PROBLEM: Copy out each line below in which the string "function" appears.

AVAILABLE RECORDS:
---*---
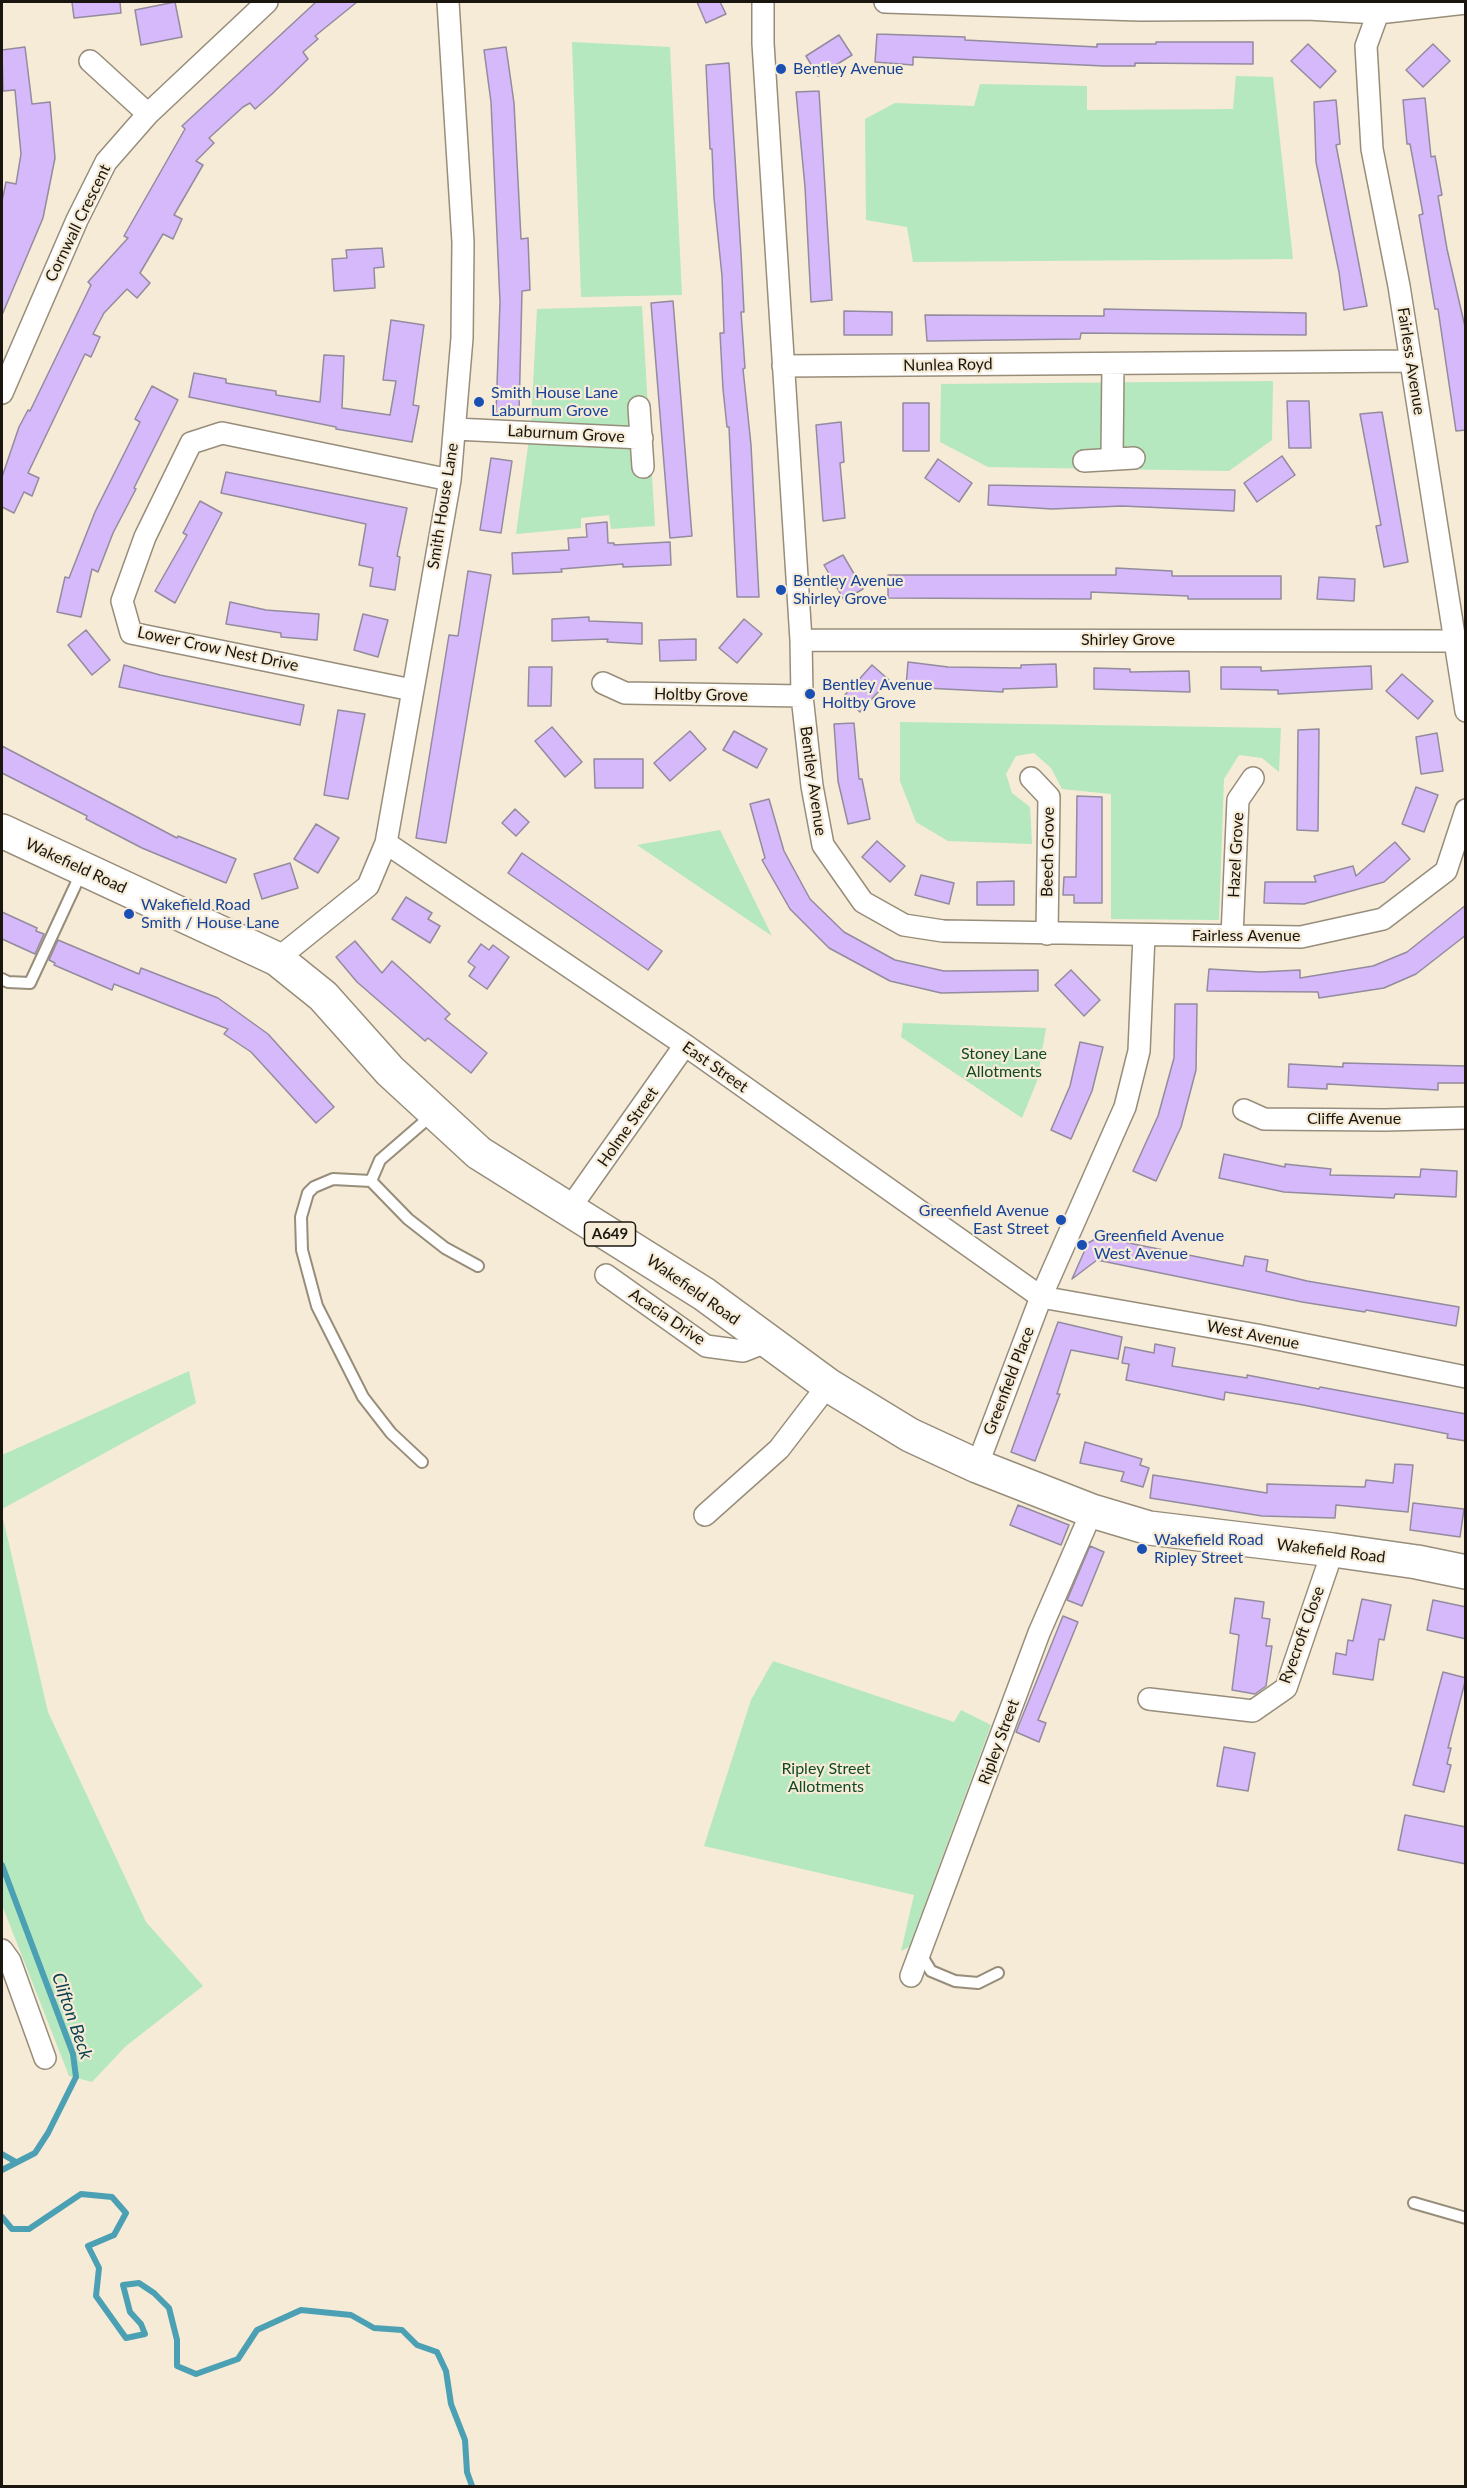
<!DOCTYPE html>
<style>
body{margin:0}
#map{position:relative;width:1467px;height:2488px;overflow:hidden;background:#f6ebd6;font-family:Lato,sans-serif}
canvas{display:block}
.frame{position:absolute;inset:0;border:3px solid #1a160f;pointer-events:none}
</style>
<div id="map">
<canvas width="1467" height="2488"></canvas>
<div class="frame"></div>
</div>
<script>
const ctx = document.querySelector('canvas').getContext('2d');
ctx.lineJoin = 'round';
function fillPath(path, color) { ctx.fillStyle = color; ctx.fill(path, 'evenodd'); }
const poly = rows => new Path2D(rows.map(r => 'M' + r).join(''));
function stroke(path, color, width, dash) { ctx.strokeStyle = color; ctx.lineWidth = width; ctx.lineCap = dash ? 'butt' : 'round'; ctx.setLineDash(dash || []); ctx.stroke(path); }
function label(font, color, halo, rows, align = 'center') {
  ctx.font = font + ' Lato,sans-serif'; ctx.lineWidth = 4.5; ctx.setLineDash([]); ctx.textBaseline = 'middle'; ctx.strokeStyle = halo; ctx.fillStyle = color; for (const [text, x, y, turn = 0] of rows) {
    ctx.save(); ctx.translate(x, y); ctx.rotate((+turn || 0) * Math.PI / 180); ctx.textAlign = isNaN(turn) ? turn : align; if (halo) ctx.strokeText(text, 0, 0); ctx.fillText(text, 0, 0); ctx.restore();
  }
}
fillPath(poly([
 [572,42,670,47,682,295,581,297],
 [1236,76,1273,77,1293,259,913,262,907,227,866,220,865,119,895,103,974,106,980,84,1087,86,1087,110,1233,109],
 [642,306,655,526,611,529,609,515,581,518,581,528,516,534,531,424,537,309],
 [1273,381,1272,440,1229,471,988,467,940,442,941,384],
 [900,722,1281,728,1279,772,1262,758,1239,755,1224,779,1219,920,1111,919,1111,794,1062,789,1051,768,1034,753,1016,756,1006,774,1012,793,1030,807,1032,844,948,841,916,822,900,781],
 [720,830,772,936,637,845],
 [903,1023,1046,1028,1037,1081,1022,1118,901,1037],
 [189,1371,196,1403,2,1509,2,1455],
 [2,1514,48,1712,146,1922,203,1986,126,2046,92,2082,69,2076,2,1905],
 [773,1661,954,1722,961,1710,991,1725,909,1947,901,1951,914,1895,704,1846,751,1700]
]), '#b5e8bf');
stroke(poly([
 [2,1865,73,2054,76,2077,48,2133,35,2153,2,2170],
 [2,2154,16,2162],
 [2,2217,12,2229,29,2229,81,2194,112,2197,126,2213,114,2235,88,2246,99,2268,96,2296,126,2338,145,2334,141,2324,130,2312,123,2285,139,2283,154,2293,169,2308,177,2340,177,2366,196,2374,238,2359,257,2330,301,2310,351,2315,374,2328,402,2330,417,2345,437,2352,446,2371,451,2404,465,2440,467,2472,472,2486]
]), '#4ca0b4', 6);
const building = poly([
 [72,2,120,2,121,13,74,18,72,2],
 [175,2,182,37,141,45,135,10,175,2],
 [316,2,357,2,315,36,318,39,303,52,308,59,272,94,255,109,250,103,243,107,209,138,214,143,196,161,203,165,174,215,182,219,173,239,163,234,140,273,150,283,137,298,127,289,104,313,93,334,100,337,91,357,85,354,28,473,39,478,32,496,24,492,14,513,2,507,2,477,19,427,28,410,30,411,91,285,88,282,128,238,124,236,185,129,182,126,316,2],
 [697,2,720,2,726,14,706,23,697,2],
 [877,34,965,37,965,40,1097,47,1097,44,1156,44,1156,42,1253,42,1253,64,1135,63,1135,66,1104,66,913,57,913,65,875,62,877,34],
 [839,35,852,55,818,76,806,56,839,35],
 [1308,44,1336,71,1320,88,1291,61,1308,44],
 [1433,44,1450,61,1423,87,1406,70,1433,44],
 [25,47,32,104,50,102,55,158,43,218,2,315,2,201,6,182,16,184,21,154,15,90,3,91,2,50,25,47],
 [506,47,514,103,521,239,528,238,530,290,522,291,519,414,496,413,500,302,491,102,484,50,506,47],
 [729,63,741,253,744,312,741,312,745,368,743,369,751,445,759,597,737,597,729,427,727,427,723,389,720,333,724,333,722,276,714,198,712,149,710,149,706,65,729,63],
 [819,91,832,300,811,302,805,187,796,92,819,91],
 [1425,98,1431,157,1435,156,1442,195,1438,196,1447,249,1466,331,1466,430,1456,431,1438,309,1435,309,1419,215,1423,214,1410,144,1407,144,1403,100,1425,98],
 [1336,100,1340,144,1336,145,1367,306,1344,310,1339,272,1316,162,1314,102,1336,100],
 [382,248,384,267,374,268,375,288,334,291,332,259,347,258,346,250,382,248],
 [673,301,692,536,670,538,651,303,673,301],
 [1104,309,1306,313,1306,335,1081,333,1080,339,927,341,925,315,1104,316,1104,309],
 [844,311,892,312,892,335,844,335,844,311],
 [391,320,424,325,413,405,419,406,412,442,336,429,336,427,189,397,194,373,226,379,226,383,276,391,276,395,320,402,324,355,344,356,342,408,390,415,396,381,383,380,391,320],
 [152,386,178,400,134,488,136,489,113,533,98,572,92,569,81,617,57,612,65,577,69,578,95,512,140,422,135,419,152,386],
 [1287,401,1309,401,1311,448,1289,448,1287,401],
 [903,403,929,403,929,451,903,451,903,403],
 [1382,412,1408,562,1384,567,1376,526,1381,525,1360,414,1382,412],
 [841,422,844,462,840,463,845,518,823,521,816,425,841,422],
 [1282,456,1295,475,1257,502,1244,483,1282,456],
 [491,458,512,461,501,533,480,530,491,458],
 [938,459,972,483,959,502,925,478,938,459],
 [226,472,407,508,397,556,400,557,395,590,370,586,373,568,359,565,366,524,221,493,226,472],
 [989,485,1235,490,1234,511,1122,506,1052,509,988,505,989,485],
 [200,501,222,513,175,603,155,591,187,535,183,533,200,501],
 [607,522,608,543,614,543,614,545,670,542,671,565,623,567,623,564,561,569,562,572,513,574,512,553,569,550,568,538,587,537,586,524,607,522],
 [843,555,863,589,844,600,824,565,843,555],
 [1116,568,1172,571,1172,576,1281,576,1281,599,1188,599,1188,596,1091,592,1091,599,888,598,888,575,1116,575,1116,568],
 [468,571,491,575,446,843,416,838,449,635,458,636,468,571],
 [1319,577,1355,579,1354,601,1317,599,1319,577],
 [230,602,266,610,319,614,317,640,281,637,281,633,226,624,230,602],
 [363,614,388,620,378,657,354,650,363,614],
 [589,617,589,621,642,623,642,644,607,642,608,639,552,641,552,619,589,617],
 [744,619,762,634,737,663,719,648,744,619],
 [86,630,110,660,92,675,68,645,86,630],
 [696,639,696,660,660,661,659,640,696,639],
 [908,662,948,667,1021,668,1021,665,1056,664,1057,687,1003,689,1003,692,906,687,908,662],
 [124,665,160,675,304,705,300,725,119,687,124,665],
 [872,665,889,680,860,712,843,697,872,665],
 [1371,666,1372,689,1278,694,1278,690,1221,689,1221,667,1261,667,1261,671,1371,666],
 [529,667,552,667,551,706,528,706,529,667],
 [1094,668,1130,669,1130,672,1189,671,1190,692,1094,689,1094,668],
 [1402,674,1433,701,1418,719,1386,691,1402,674],
 [338,710,365,714,348,799,324,795,338,710],
 [854,723,859,779,862,779,870,819,848,824,838,781,834,724,854,723],
 [552,727,582,762,565,777,535,741,552,727],
 [1319,729,1318,831,1297,830,1298,730,1319,729],
 [690,731,706,749,670,781,654,763,690,731],
 [734,731,767,749,757,768,723,750,734,731],
 [1437,733,1443,771,1421,774,1416,737,1437,733],
 [2,746,177,838,178,836,236,859,226,883,142,848,86,819,87,816,2,773,2,746],
 [594,759,643,759,643,788,595,788,594,759],
 [1416,787,1438,795,1424,832,1402,824,1416,787],
 [1077,796,1102,797,1102,903,1074,903,1074,895,1063,895,1064,877,1076,877,1077,796],
 [769,799,784,851,810,899,844,932,895,960,944,971,1038,970,1038,991,941,993,890,981,829,948,790,909,762,860,765,858,750,804,769,799],
 [515,809,529,822,516,836,502,823,515,809],
 [316,824,339,838,318,873,294,859,316,824],
 [877,841,905,866,890,882,862,857,877,841],
 [1395,842,1410,859,1384,882,1304,904,1264,903,1265,882,1316,882,1314,876,1353,866,1356,876,1395,842],
 [522,853,662,951,648,970,508,873,522,853],
 [290,863,298,888,262,899,254,874,290,863],
 [921,875,954,883,949,904,915,895,921,875],
 [1014,881,1014,905,977,905,977,882,1014,881],
 [406,897,432,913,428,919,440,926,430,943,392,919,406,897],
 [1466,905,1466,935,1416,974,1384,988,1319,998,1318,992,1207,991,1209,969,1260,972,1300,970,1300,978,1373,966,1407,952,1466,905],
 [2,912,37,928,36,931,44,934,35,954,2,939,2,912],
 [58,940,139,974,141,968,218,998,268,1034,334,1107,316,1123,251,1052,224,1034,228,1029,114,984,112,990,54,965,55,963,49,960,58,940],
 [355,941,382,973,392,961,450,1014,445,1019,487,1053,471,1073,428,1038,425,1041,357,982,336,957,355,941],
 [481,944,489,950,493,945,509,957,487,989,469,976,475,967,468,962,481,944],
 [1071,970,1100,1000,1084,1016,1055,985,1071,970],
 [1175,1004,1197,1004,1196,1070,1181,1127,1156,1181,1133,1171,1158,1116,1174,1058,1175,1004],
 [1080,1042,1103,1047,1092,1091,1071,1139,1051,1130,1070,1086,1080,1042],
 [1343,1063,1466,1066,1466,1083,1438,1083,1438,1090,1327,1084,1327,1089,1288,1087,1289,1064,1343,1067,1343,1063],
 [1224,1154,1285,1167,1285,1164,1331,1169,1330,1175,1420,1177,1421,1169,1457,1171,1456,1197,1395,1194,1394,1198,1284,1192,1219,1178,1224,1154],
 [1099,1237,1243,1266,1245,1256,1268,1260,1266,1271,1307,1281,1459,1307,1456,1326,1366,1310,1365,1312,1302,1302,1097,1260,1072,1279,1088,1243,1099,1237],
 [1058,1322,1122,1337,1118,1359,1071,1350,1057,1394,1060,1394,1035,1461,1011,1452,1058,1322],
 [1155,1344,1175,1348,1172,1366,1247,1378,1247,1375,1319,1389,1320,1387,1466,1414,1466,1441,1447,1438,1448,1434,1303,1405,1225,1392,1224,1400,1126,1380,1129,1364,1122,1363,1125,1347,1154,1353,1155,1344],
 [1085,1442,1142,1459,1140,1465,1149,1468,1143,1487,1121,1481,1124,1472,1080,1463,1085,1442],
 [1395,1464,1413,1465,1408,1512,1336,1505,1335,1518,1262,1516,1150,1498,1153,1475,1267,1493,1267,1484,1365,1487,1366,1480,1393,1483,1395,1464],
 [1413,1503,1464,1509,1460,1537,1410,1530,1413,1503],
 [1018,1505,1069,1525,1061,1545,1010,1525,1018,1505],
 [1090,1546,1104,1552,1082,1606,1067,1600,1090,1546],
 [1235,1598,1264,1602,1262,1618,1270,1619,1266,1646,1272,1646,1266,1686,1255,1694,1232,1690,1239,1635,1230,1633,1235,1598],
 [1362,1599,1391,1605,1384,1640,1379,1639,1373,1680,1333,1674,1336,1653,1346,1655,1348,1640,1353,1641,1362,1599],
 [1433,1600,1466,1607,1466,1639,1427,1630,1433,1600],
 [1063,1616,1078,1622,1038,1720,1046,1723,1039,1742,1016,1732,1063,1616],
 [1443,1672,1466,1678,1448,1748,1451,1748,1447,1764,1451,1765,1444,1792,1413,1785,1443,1672],
 [1224,1747,1255,1753,1248,1791,1217,1786,1224,1747],
 [1405,1815,1466,1827,1466,1864,1398,1850,1405,1815]
]);
fillPath(building, '#d5b9fa');
stroke(building, '#938b9e', 1.5);
const lane = poly([
 [2,979,8,982,30,983,82,871],
 [432,1115,380,1160,371,1181,408,1219,445,1248,478,1266],
 [371,1181,333,1179,314,1187,308,1193,301,1217,302,1250,317,1306,363,1397,391,1433,422,1462],
 [920,1953,931,1971,955,1981,978,1983,998,1973],
 [1414,2203,1466,2218]
]);
const street = poly([
 [763,2,763,43,801,640,802,696,812,786,823,845,863,902,904,925,943,931,1301,937,1383,919,1446,871,1466,810],
 [885,2,1140,10,1307,9,1378,13,1466,3],
 [1378,13,1366,46,1372,149,1399,286,1466,711],
 [90,61,148,114],
 [783,366,1411,361],
 [2,393,77,220,106,162,148,114,267,2],
 [639,407,643,467],
 [455,429,642,438],
 [1112,458,1113,364],
 [1084,461,1134,458],
 [801,640,1454,641],
 [603,683,625,693,802,696],
 [412,690,131,633,122,601,145,537,191,443,222,433,450,480],
 [1031,778,1049,797,1047,934],
 [386,843,685,1045,1041,1297,1257,1335,1466,1377],
 [1232,936,1238,800,1253,778],
 [277,959,368,886,386,843,450,480,462,338,463,242,448,2],
 [1244,1110,1264,1119,1384,1120,1466,1118],
 [570,1208,685,1045],
 [606,1275,706,1346,743,1351,766,1342],
 [977,1466,1041,1297,1125,1107,1139,1051,1144,935],
 [705,1515,779,1449,828,1385],
 [1149,1699,1253,1711,1286,1688,1333,1550],
 [2,1950,10,1961,45,2058],
 [911,1976,1039,1633,1092,1511]
]);
const primary = poly([
 [2,831,277,959,323,996,390,1071,479,1153,704,1294,828,1385,910,1435,977,1466,1092,1511,1149,1528,1333,1550,1417,1562,1466,1572]
]);
stroke(lane, '#978d7a', 14);
stroke(street, '#978d7a', 24);
stroke(primary, '#978d7a', 36);
stroke(lane, '#fff', 10);
stroke(street, '#fff', 21);
stroke(primary, '#fff', 33);
for (const [x, y, r, color] of [
 [781,69,6,"#1a4fb4"],
 [479,402,6,"#1a4fb4"],
 [781,590,6,"#1a4fb4"],
 [810,694,6,"#1a4fb4"],
 [129,914,6,"#1a4fb4"],
 [1061,1220,6,"#1a4fb4"],
 [1082,1245,6,"#1a4fb4"],
 [1142,1549,6,"#1a4fb4"]
]) { const dot = new Path2D(); dot.arc(x, y, r, 0, 2 * Math.PI); ctx.fillStyle = color; ctx.fill(dot); stroke(dot, '#f6ebd6', 2); }
for (const [x, y, w] of [
 [610,1234,51]
]) { const box = new Path2D(); box.roundRect(x - w / 2, y - 12, w, 24, 4.5); ctx.fillStyle = '#f6ebd6'; ctx.fill(box); stroke(box, '#1a160f', 1.5); }
label('bold 15px', '#1a160f', null, [
 ["A649",610,1234]
]);
label('16px', '#164399', '#f6ebd6', [
 ["Bentley Avenue",793,69],
 ["Smith House Lane",491,393],
 ["Laburnum Grove",491,411],
 ["Bentley Avenue",793,581],
 ["Shirley Grove",793,599],
 ["Bentley Avenue",822,685],
 ["Holtby Grove",822,703],
 ["Wakefield Road",141,905],
 ["Smith / House Lane",141,923],
 ["Greenfield Avenue",1049,1211,"right"],
 ["East Street",1049,1229,"right"],
 ["Greenfield Avenue",1094,1236],
 ["West Avenue",1094,1254],
 ["Wakefield Road",1154,1540],
 ["Ripley Street",1154,1558]
], 'left');
label('16px', '#1a160f', '#f6ebd6', [
 ["Cornwall Crescent",78,223,-64],
 ["Fairless Avenue",1411,361,81],
 ["Nunlea Royd",948,365,-1],
 ["Laburnum Grove",566,434,3],
 ["Smith House Lane",443,506,-81],
 ["Shirley Grove",1128,640],
 ["Lower Crow Nest Drive",218,649,12],
 ["Holtby Grove",701,695,1],
 ["Bentley Avenue",813,781,82],
 ["Beech Grove",1048,852,-89],
 ["Hazel Grove",1236,855,-87],
 ["Wakefield Road",76,866,25],
 ["Fairless Avenue",1246,936],
 ["East Street",715,1067,35],
 ["Cliffe Avenue",1354,1119],
 ["Holme Street",628,1127,-55],
 ["Wakefield Road",693,1290,35],
 ["Acacia Drive",667,1317,34],
 ["West Avenue",1253,1335,11],
 ["Greenfield Place",1009,1381,-69],
 ["Wakefield Road",1331,1551,7],
 ["Ryecroft Close",1302,1635,-70],
 ["Ripley Street",999,1742,-70]
]);
label('16px', '#0f4a24', '#f6ebd6', [
 ["Stoney Lane",1004,1054],
 ["Allotments",1004,1072],
 ["Ripley Street",826,1769],
 ["Allotments",826,1787]
]);
label('italic 18px', '#0c4350', '#f6ebd6', [
 ["Clifton Beck",72,2016,71]
]);
</script>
---*---
RESPONSE FOR THIS EXERCISE:
function fillPath(path, color) { ctx.fillStyle = color; ctx.fill(path, 'evenodd'); }
function stroke(path, color, width, dash) { ctx.strokeStyle = color; ctx.lineWidth = width; ctx.lineCap = dash ? 'butt' : 'round'; ctx.setLineDash(dash || []); ctx.stroke(path); }
function label(font, color, halo, rows, align = 'center') {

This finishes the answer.